Python Forum
parsing comment tag - Printable Version

+- Python Forum (https://python-forum.io)
+-- Forum: Python Coding (https://python-forum.io/forum-7.html)
+--- Forum: Web Scraping & Web Development (https://python-forum.io/forum-13.html)
+--- Thread: parsing comment tag (/thread-7709.html)



parsing comment tag - ian - Jan-22-2018

I am trying to parse a webpage with python 3.6.2 with BeautifulSoup4.
What I need is to retrieve the text of news headlines that are in comment tags (<!-- .. -->). such as on https://ca.finance.yahoo.com/quote/GOOG/news?p=GOOG
Are there any sample codes ? Thanks.


RE: parsing comment tag - snippsat - Jan-22-2018

What have you tried?

Here a hint <!-- react-text: 226 -->
So news are generated be JavaScript using React.
Can BeautifulSoup alone parse JavaScript?
The answer is no Hand

Search this forum for Selenium,
there are many examples using it alone or together with BeautifulSoup.

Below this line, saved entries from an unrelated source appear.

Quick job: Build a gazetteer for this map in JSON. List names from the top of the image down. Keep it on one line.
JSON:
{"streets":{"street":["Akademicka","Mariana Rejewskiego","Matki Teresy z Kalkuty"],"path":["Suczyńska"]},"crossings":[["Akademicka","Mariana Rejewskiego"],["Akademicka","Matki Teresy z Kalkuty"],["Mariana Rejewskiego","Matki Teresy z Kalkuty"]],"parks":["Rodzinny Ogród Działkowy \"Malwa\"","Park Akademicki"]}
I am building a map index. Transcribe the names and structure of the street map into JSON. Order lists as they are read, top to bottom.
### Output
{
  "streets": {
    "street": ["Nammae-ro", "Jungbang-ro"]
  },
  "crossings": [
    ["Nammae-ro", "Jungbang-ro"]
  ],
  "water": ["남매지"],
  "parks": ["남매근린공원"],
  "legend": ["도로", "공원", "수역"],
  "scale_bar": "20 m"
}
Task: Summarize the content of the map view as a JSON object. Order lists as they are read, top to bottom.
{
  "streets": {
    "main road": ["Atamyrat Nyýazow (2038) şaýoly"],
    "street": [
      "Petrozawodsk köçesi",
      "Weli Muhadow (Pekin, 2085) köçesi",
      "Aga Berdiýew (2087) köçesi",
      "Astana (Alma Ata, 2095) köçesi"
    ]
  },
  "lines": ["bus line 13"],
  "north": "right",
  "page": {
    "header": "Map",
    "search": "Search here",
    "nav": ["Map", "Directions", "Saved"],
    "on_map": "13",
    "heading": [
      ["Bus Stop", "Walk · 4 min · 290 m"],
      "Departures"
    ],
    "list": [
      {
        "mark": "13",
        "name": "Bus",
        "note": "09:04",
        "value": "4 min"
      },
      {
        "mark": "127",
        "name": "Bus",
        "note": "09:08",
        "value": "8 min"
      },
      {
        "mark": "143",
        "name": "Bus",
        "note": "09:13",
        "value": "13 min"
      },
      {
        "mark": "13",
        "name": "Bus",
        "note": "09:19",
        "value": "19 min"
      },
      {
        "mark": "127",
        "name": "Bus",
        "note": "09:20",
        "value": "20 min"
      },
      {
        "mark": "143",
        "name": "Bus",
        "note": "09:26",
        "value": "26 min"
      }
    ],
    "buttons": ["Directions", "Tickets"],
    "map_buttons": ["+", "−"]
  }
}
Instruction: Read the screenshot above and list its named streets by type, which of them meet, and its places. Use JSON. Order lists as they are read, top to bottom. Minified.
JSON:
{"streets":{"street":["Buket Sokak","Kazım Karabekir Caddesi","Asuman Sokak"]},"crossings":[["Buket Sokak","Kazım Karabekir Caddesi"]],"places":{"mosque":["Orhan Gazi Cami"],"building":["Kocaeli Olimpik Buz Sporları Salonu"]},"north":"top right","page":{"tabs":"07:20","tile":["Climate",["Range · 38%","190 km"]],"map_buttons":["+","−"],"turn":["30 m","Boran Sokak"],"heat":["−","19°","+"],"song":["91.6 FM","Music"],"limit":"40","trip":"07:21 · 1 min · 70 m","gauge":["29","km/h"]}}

RE: parsing comment tag - Larz60+ - Jan-22-2018

You should take a look at: http://meumobi.github.io/stocks%20apis/2016/03/13/get-realtime-stock-quotes-yahoo-finance-api.html
Especially the legal parts. Looks like it's OK to extract the dta so long as it's not for commercial use., but not otherwise.
But it does give some basic information on extracting what you are interested in.